Think of the heart as muscular pump tasked with distributing blood throughout the body. The amount of blood the heart pumps out is not fixed, but increases and decreases to match to the body’s immediate needs. And like any other organ, the myocardium or heart muscle requires blood and the nutrients and oxygen dissolved in blood in order to function. With activity or during times of stress the heart beats much faster and more forcefully. As a result, the hearts requirements for blood increases correspondingly . Angina or angina pectoris refers to chest pain or discomfort resulting from an imbalance in the myocardium's need for blood, and the amount of blood it actually receives. This condition is also referred to as myocardial ischemia. In the majority of cases, angina is caused by narrowing or obstruction of the arteries supplying the myocardium, also called the coronary arteries.

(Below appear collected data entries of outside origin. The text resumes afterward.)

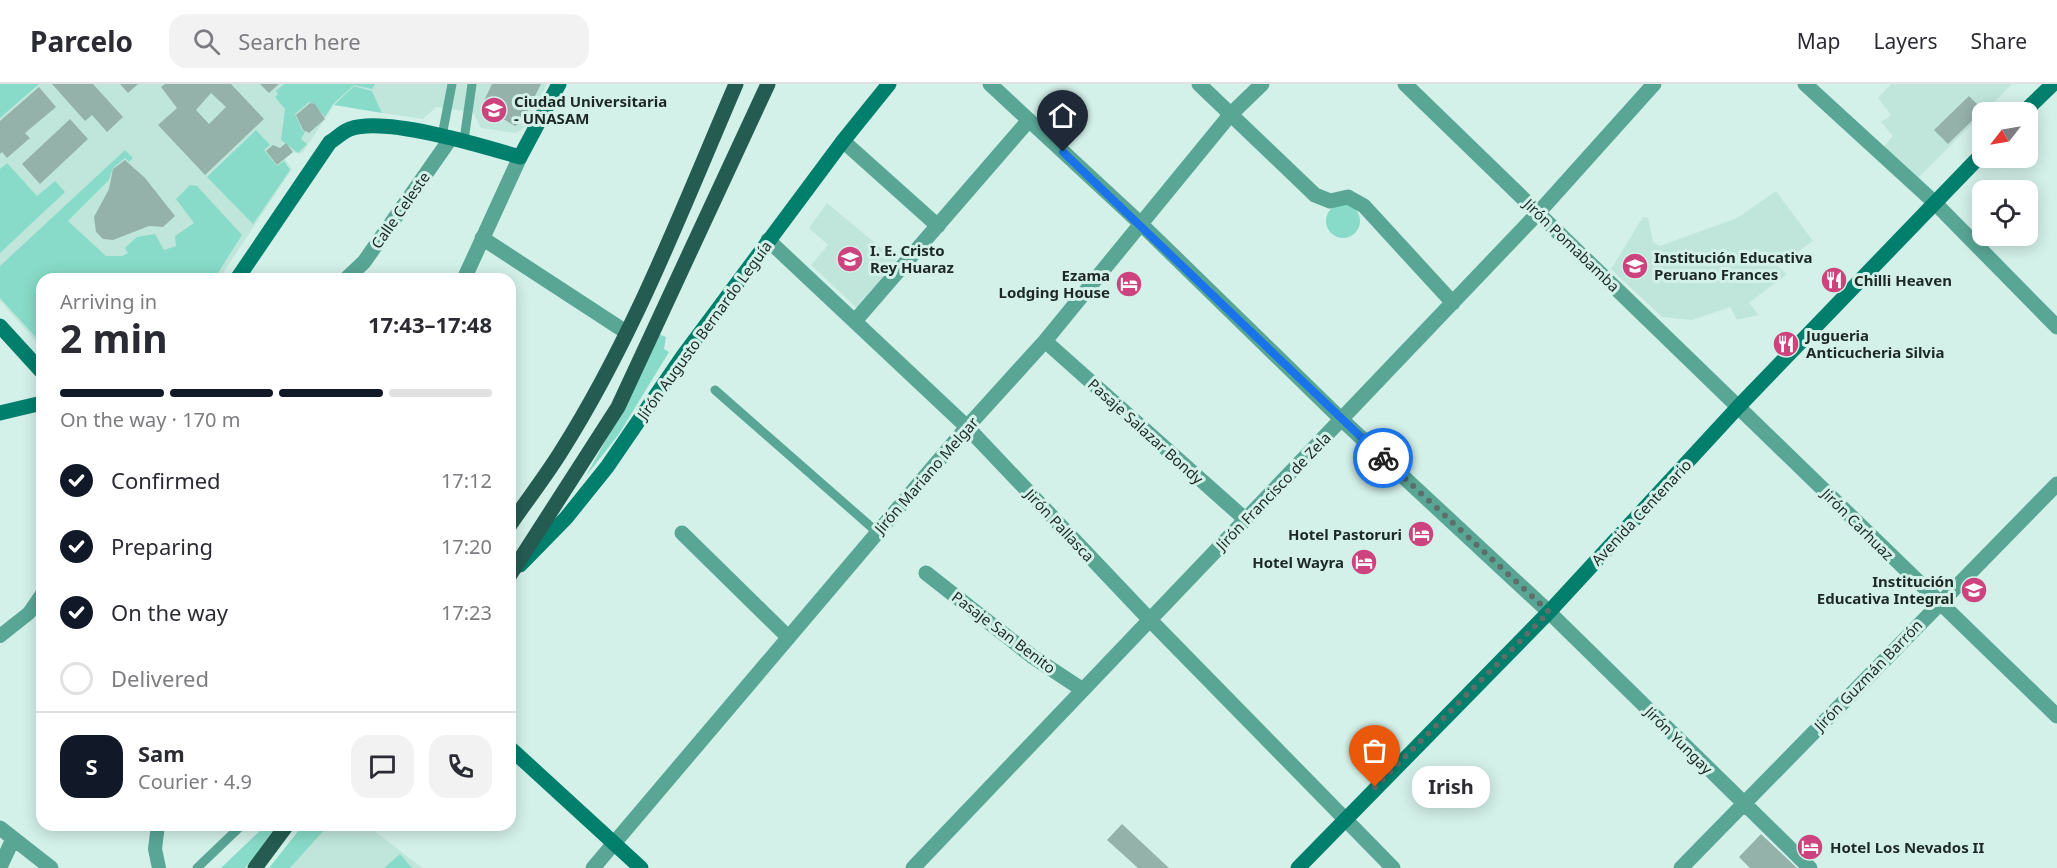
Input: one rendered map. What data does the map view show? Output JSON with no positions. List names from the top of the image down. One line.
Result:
{"streets":{"main road":["Jirón Augusto Bernardo Leguía","Avenida Centenario"],"street":["Calle Celeste","Jirón Pomabamba","Pasaje Salazar Bondy","Jirón Mariano Melgar","Jirón Francisco de Zela","Jirón Carhuaz","Jirón Pallasca","Pasaje San Benito","Jirón Guzmán Barrón","Jirón Yungay"]},"crossings":[["Jirón Pomabamba","Jirón Francisco de Zela"],["Jirón Pomabamba","Avenida Centenario"],["Jirón Pomabamba","Jirón Carhuaz"],["Jirón Augusto Bernardo Leguía","Jirón Pallasca"],["Pasaje Salazar Bondy","Jirón Mariano Melgar"],["Pasaje Salazar Bondy","Jirón Francisco de Zela"],["Jirón Mariano Melgar","Jirón Pallasca"],["Jirón Mariano Melgar","Jirón Yungay"],["Jirón Francisco de Zela","Jirón Pallasca"],["Jirón Francisco de Zela","Pasaje San Benito"],["Jirón Francisco de Zela","Jirón Yungay"],["Avenida Centenario","Jirón Carhuaz"],["Avenida Centenario","Jirón Pallasca"],["Avenida Centenario","Jirón Yungay"],["Jirón Carhuaz","Jirón Guzmán Barrón"],["Jirón Guzmán Barrón","Jirón Yungay"]],"places":{"school or university":["Ciudad Universitaria - UNASAM","I. E. Cristo Rey Huaraz","Institución Educativa Peruano Frances","Institución Educativa Integral"],"restaurant":["Chilli Heaven","Jugueria Anticucheria Silvia"],"hotel":["Ezama Lodging House","Hotel Pastoruri","Hotel Wayra","Hotel Los Nevados II"],"other":["Irish"]},"north":"bottom left","page":{"header":"Parcelo","search":"Search here","nav":["Map","Layers","Share"],"heading":["2 min","Arriving in","17:43–17:48"],"panel":["Sam","Courier · 4.9"],"bar":"On the way · 170 m","list":[["Confirmed","17:12"],["Preparing","17:20"],["On the way","17:23"],"Delivered"],"round":"S","bubble":"Irish"}}
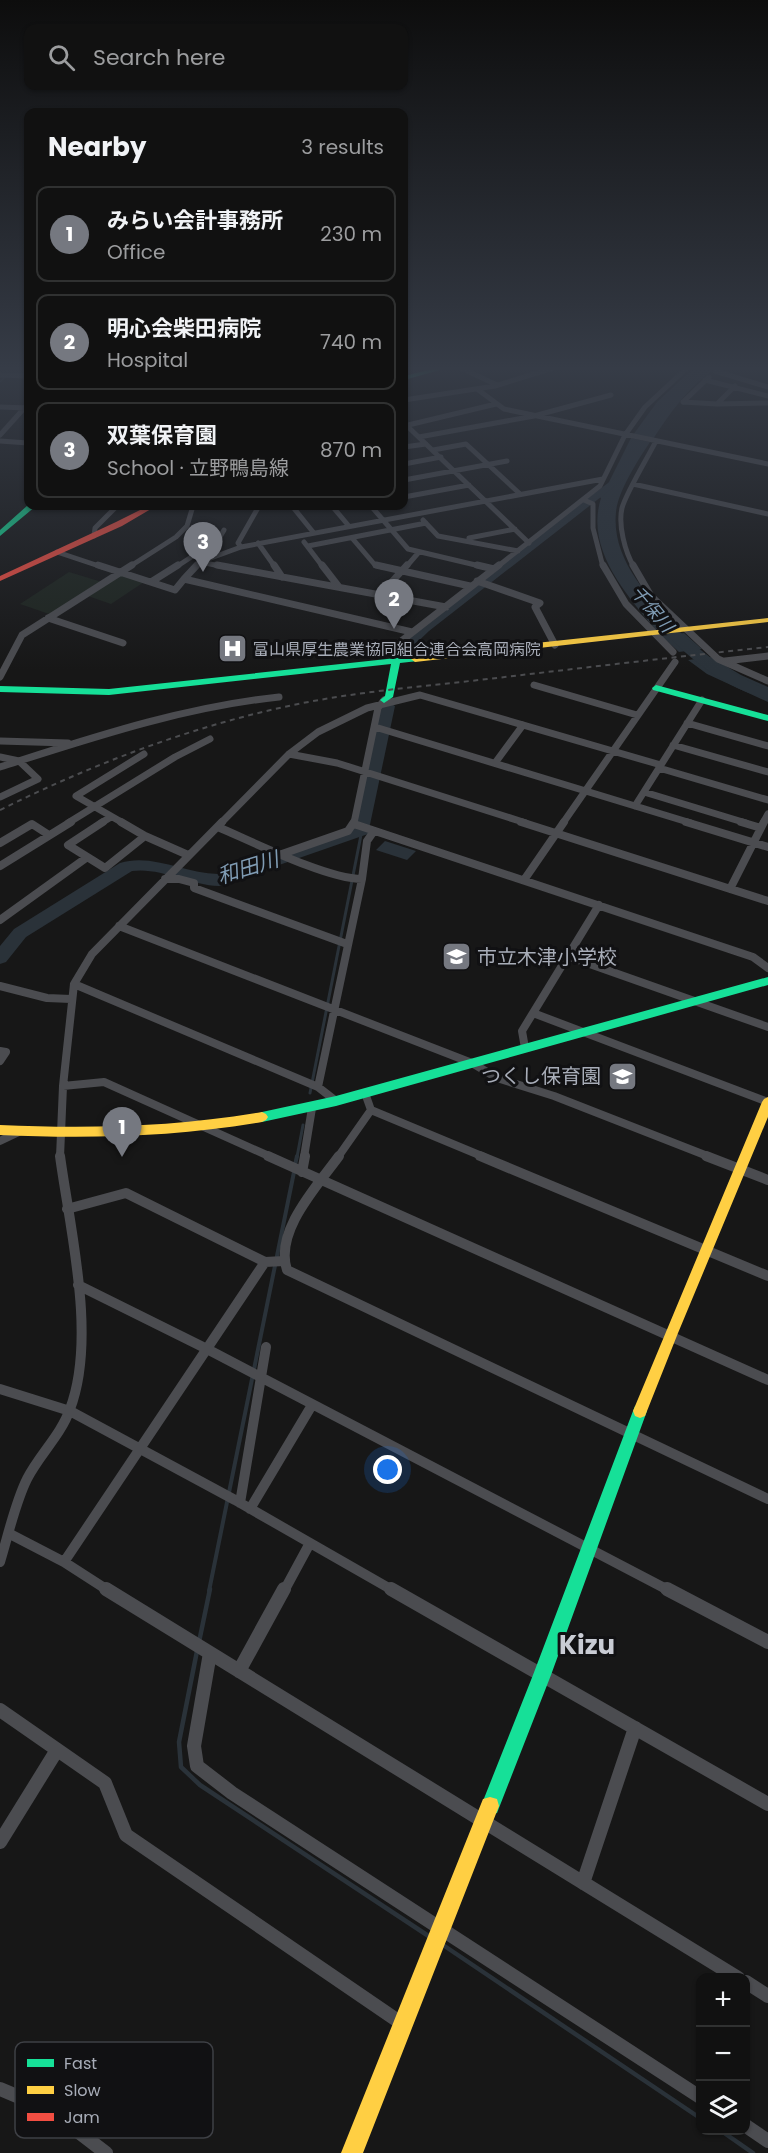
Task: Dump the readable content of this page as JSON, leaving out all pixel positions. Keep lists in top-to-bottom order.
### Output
{
  "districts": ["Kizu"],
  "water": ["千保川", "和田川"],
  "places": {
    "hospital": ["富山県厚生農業協同組合連合会高岡病院"],
    "school or university": ["市立木津小学校", "つくし保育園"]
  },
  "legend": ["Fast", "Slow", "Jam"],
  "page": {
    "search": "Search here",
    "heading": ["Nearby", "3 results"],
    "list": [
      {
        "mark": "1",
        "name": "みらい会計事務所",
        "note": "Office",
        "value": "230 m"
      },
      {
        "mark": "2",
        "name": "明心会柴田病院",
        "note": "Hospital",
        "value": "740 m"
      },
      {
        "mark": "3",
        "name": "双葉保育園",
        "note": "School · 立野鴨島線",
        "value": "870 m"
      }
    ],
    "pins": ["3", "2", "1"],
    "map_buttons": ["+", "−"]
  }
}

Typically angina affects men over the age of 50 and women over the age of 60. The discomfort is described as an uncomfortable sense of pressure, fullness, squeezing, choking or pain in the middle of the chest. When describing their symptoms, a patient with angina may make a fist over his chest (the so called Levine's sign). The discomfort also may be felt in the neck, jaw, shoulder, back or arm. Anginal symptoms usually last for 2 to 5 minutes and are precipitated by physical exertion or emotional stress. In some patients, the amount of activity required to cause anginal symptoms may vary with the time of day, type of activity or temperature. Rest will relieve exceptional anginal symptoms within 5 minutes or less, especially with sublingual nitroglycerine use. Occasionally symptoms occur at night when the patient lies recumbent. 
Some individuals with angina do not experience chest pain or discomfort at all but instead experience upper abdominal discomfort, shortness of breath or arm or neck discomfort exclusively. This is also referred to as anginal equivalents. Others may suffer from ischemia but not experience any symptoms whatsoever. This phenomena is referred to as silent ischemia. 
Many types of chest discomfort aren't related to angina. A number of cardiac conditions can cause chest pain unrelated to angina. These include pericarditis (an inflammation to the lining surrounding the heart) and myocarditis (inflammation to the heart muscle). In addition noncardiac disorders can also present as chest discomfort or pain. Acid reflux (heartburn), esophageal spasm, asthma and lung infections or inflammation are examples of non-cardiac conditions that can cause chest discomfort.